Wednesday, October 17, 2007

Can I play with madness?


I know that there are easy targets. But they are like invasive weeds in your garden, every time you think they've been controlled, they crop up again in unexpected and unpleasant places.

And I try to stay topical. Unfortunately, today's lunchtime talk was about the benefits of complementary therapy. The speaker preferred the word complementary rather than alternative words such as untested, unsafe, ineffective, lunatic, stupid.

It all started fairly innocuous although very obvious - drink lots of water, exercise, eat a balanced diet with less processed food. Everyone knows that anyway. Then the presenter veered off onto her own strange planet of reiki and chakras and reflexology. She even seemed to be taking some of the audience with her.

I'll be kind to the presenter. I'll call it salesmanship. She must have been hawking us unverified codswallop to boost her own bank balance rather than because of mental condition. It's ridiculous as science, but fair enough in marketing.


6 comments:

Rana said...

I'm going to answer one obvious question before it is asked - so why did I go?

The reason is completely relevant to this discussion. It was a nice relaxed half hour away from marketing spreadsheets - which is exactly the benefit of the alternative therapy :)

Faisal said...

Rana, there are many things science has not explained yet. Do not discount the chakras--google Pranic healing. I have experienced its amazing miracles first hand.

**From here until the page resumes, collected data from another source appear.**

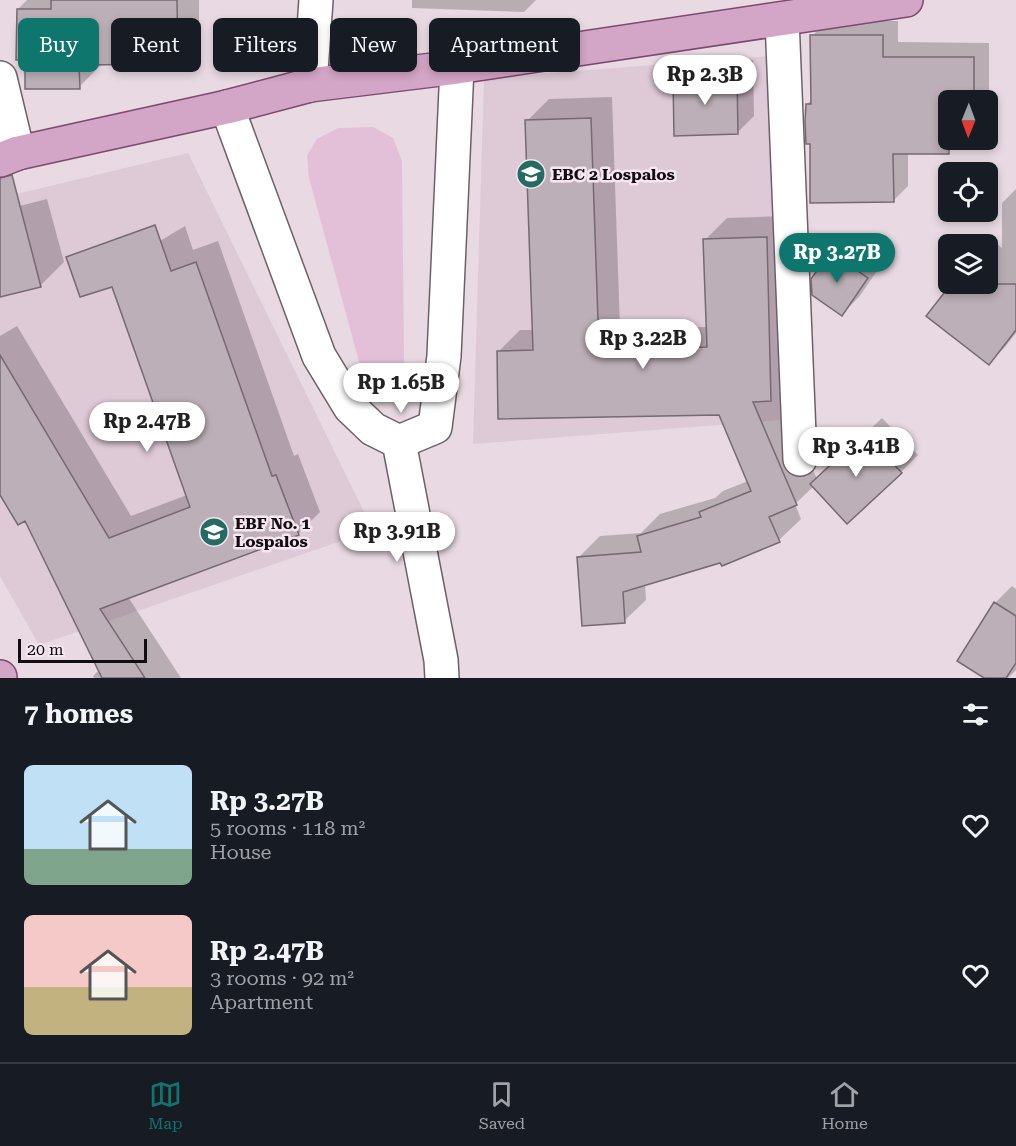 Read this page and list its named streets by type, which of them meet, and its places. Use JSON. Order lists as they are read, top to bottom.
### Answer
{
  "places": {
    "school or university": ["EBC 2 Lospalos", "EBF No. 1 Lospalos"]
  },
  "scale_bar": "20 m",
  "north": "bottom",
  "page": {
    "chip": [
      "Buy",
      "Rent",
      "Filters",
      "New",
      "Apartment"
    ],
    "price": [
      "Rp 2.3B",
      "Rp 3.27B",
      "Rp 3.22B",
      "Rp 1.65B",
      "Rp 2.47B",
      "Rp 3.41B",
      "Rp 3.91B"
    ],
    "scale": "20 m",
    "heading": "7 homes",
    "list": [
      {
        "name": "Rp 3.27B",
        "note": "5 rooms · 118 m² · House"
      },
      {
        "name": "Rp 2.47B",
        "note": "3 rooms · 92 m² · Apartment"
      }
    ],
    "tabs": ["Map", "Saved", "Home"]
  }
} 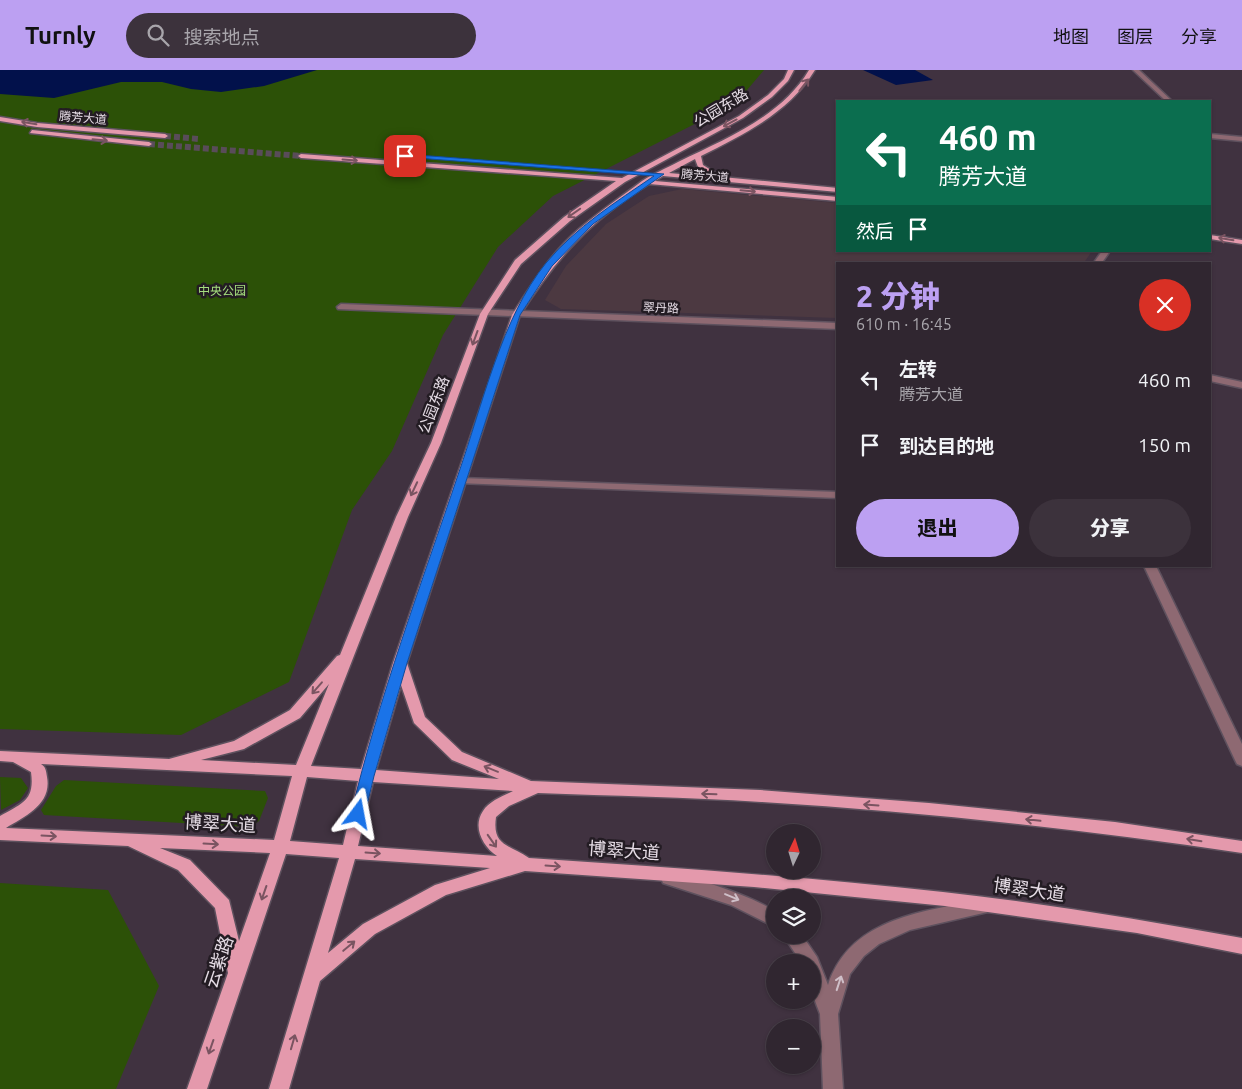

And marketing and science go hand in hand. It's just that the science of human behaviour is somewhat complex, so the explanations are often not the straightforward ones we would expect.

Sounds like a fun talk. An interesting social experiment would be to have a drab corporate drone deliver the talk in one hall, and a stunning model type in another, then see how receptive each audience was to the "codswallop". :)

"Self-relaxation" techniques would be disallowed, of course.

Rana said...

I completely agree that marketing and science are completely inter-related. In fact the better the science, both in terms of statistics and psychology, then the better the marketing. It is only lack of science and understanding that results in bad marketing.

As suggested, have googled pranic healing. Sorry, just like the medical community, am still unconvinced there.

And re the experiment - you seemed very "relaxed" in Dorothy's French classes - comprendez ;)

Faisal said...

Oh come on, you know acupuncture works, often where western medicine fails. You know that the body communicates by making electrons hop, and that electric currents cause electromagnetic fields. Is it such a stretch to believe in forms of medicine that manipulate this field while using different terms for it? History is littered with man harnessing things in nature that he did not understand, like seasonal variations, wind and currents, or animal responses to stimuli.

A rabid belief in only western medicine is pretty extreme too, no? If a scientific explanation does not [yet] exist, is it necessarily quackery? I don't think so. If the non-scientific method has a statistically valid efficacy rate, would you still dismiss it as "luck" or quackery?

Faisal said...

Aussi, oui, je comprends bien! :^)

Rana said...

Pardon, mais acupuncture ne marche pas :(

http://www.badscience.net/index.php?s=acupuncture

And if the non-scientific method has a statistically valid efficacy rate, then it becomes the scientific method.